Following Skylab, Bean trained as the backup commander for the U.S. side of the Apollo-Soyuz Test Project (ASTP) in July 1975 and went on to serve as deputy chief of the astronaut office, until shortly before his retirement from NASA in February 1981. From an early age, he had been fascinated by painting and had taken night classes in oils whilst at NAS Jacksonville. After NASA, Bean famously devoted himself to conveying the story of his lunar adventures on canvas, adding unique finishing touches to his paintings: a smear of real Moon dust, perhaps, or a print made by a real lunar shoe. In his own words, he described himself as “an artist, creating paintings that record for future generations mankind’s first exploration of another world.”
“When Alan’s third career as the artist of Apollo moved forward, he would call me to ask about some detail about lunar soil, color or equipment he wanted to have represented exactly in a painting. Other times, he wanted to discuss items in the description he was writing to go with a painting. His enthusiasm about space and art never waned. Alan Bean is one of the great renaissance men of his generation — engineer, fighter pilot, astronaut and artist,” said Schmitt.
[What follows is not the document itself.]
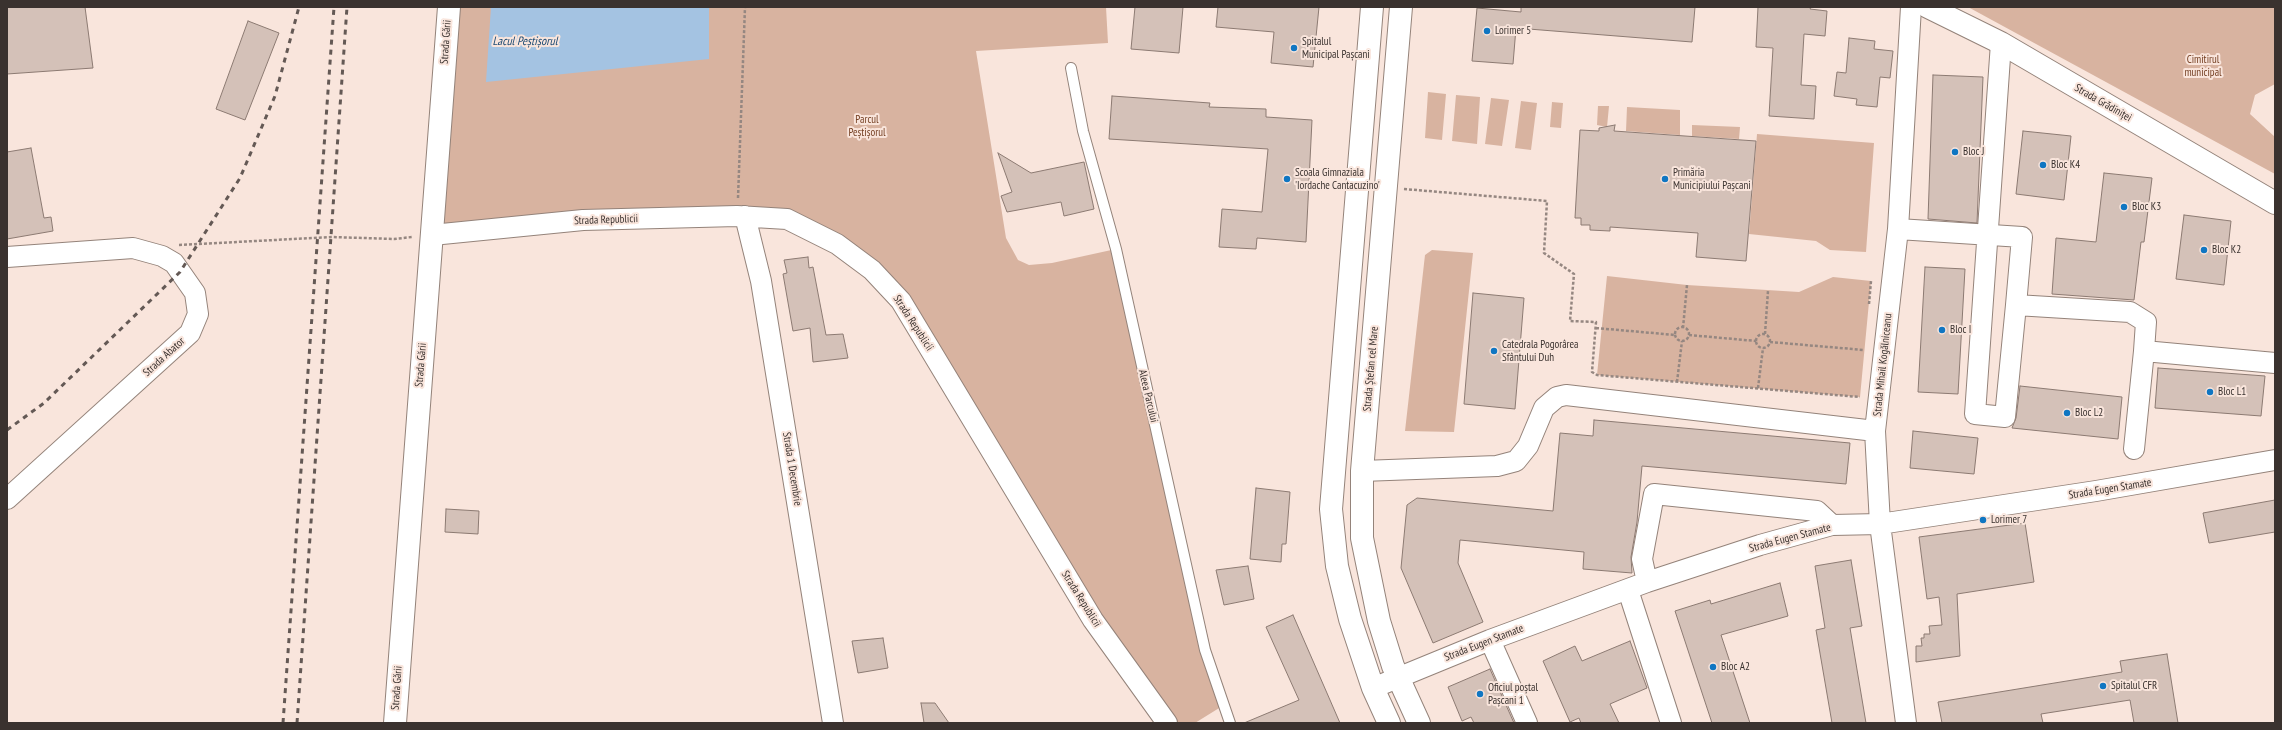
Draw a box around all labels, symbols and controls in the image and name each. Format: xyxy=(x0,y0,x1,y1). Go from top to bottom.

“Alan Bean was the most extraordinary person I ever met,” said astronaut Mike Massimino, who flew on two space shuttle missions to service the Hubble Space Telescope. “He was a one of a kind combination of technical achievement as an astronaut and artistic achievement as a painter. But what was truly extraordinary was his deep caring for others and his willingness to inspire and teach by sharing his personal journey so openly. Anyone who had the opportunity to know Alan was a better person for it, and we were better astronauts by following his example. I am so grateful he was my mentor and friend, and I will miss him terribly. He was a great man and this is a great loss,” Massimino said.
The following is a statement from NASA Administrator Jim Bridenstine on the passing of Apollo and Skylab astronaut Alan Bean:
“Alan Bean once said ‘I have the nicest life in the world.’ It’s a comforting sentiment to recall as we mourn his passing.
“As all great explorers are, Alan was a boundary pusher. Rather than accepting the limits of technology, science, and even imagination, he sought to advance those lines — in all his life’s endeavors. Alan passed the baton to the next generation of astronauts and changed fronts, looking to push the boundaries of his own imagination and ability as an artist. Even in this endeavor, his passion for space exploration dominated, as depicted most powerfully is his work ‘Hello Universe.’ We will remember him fondly as the great explorer who reached out to embrace the universe.”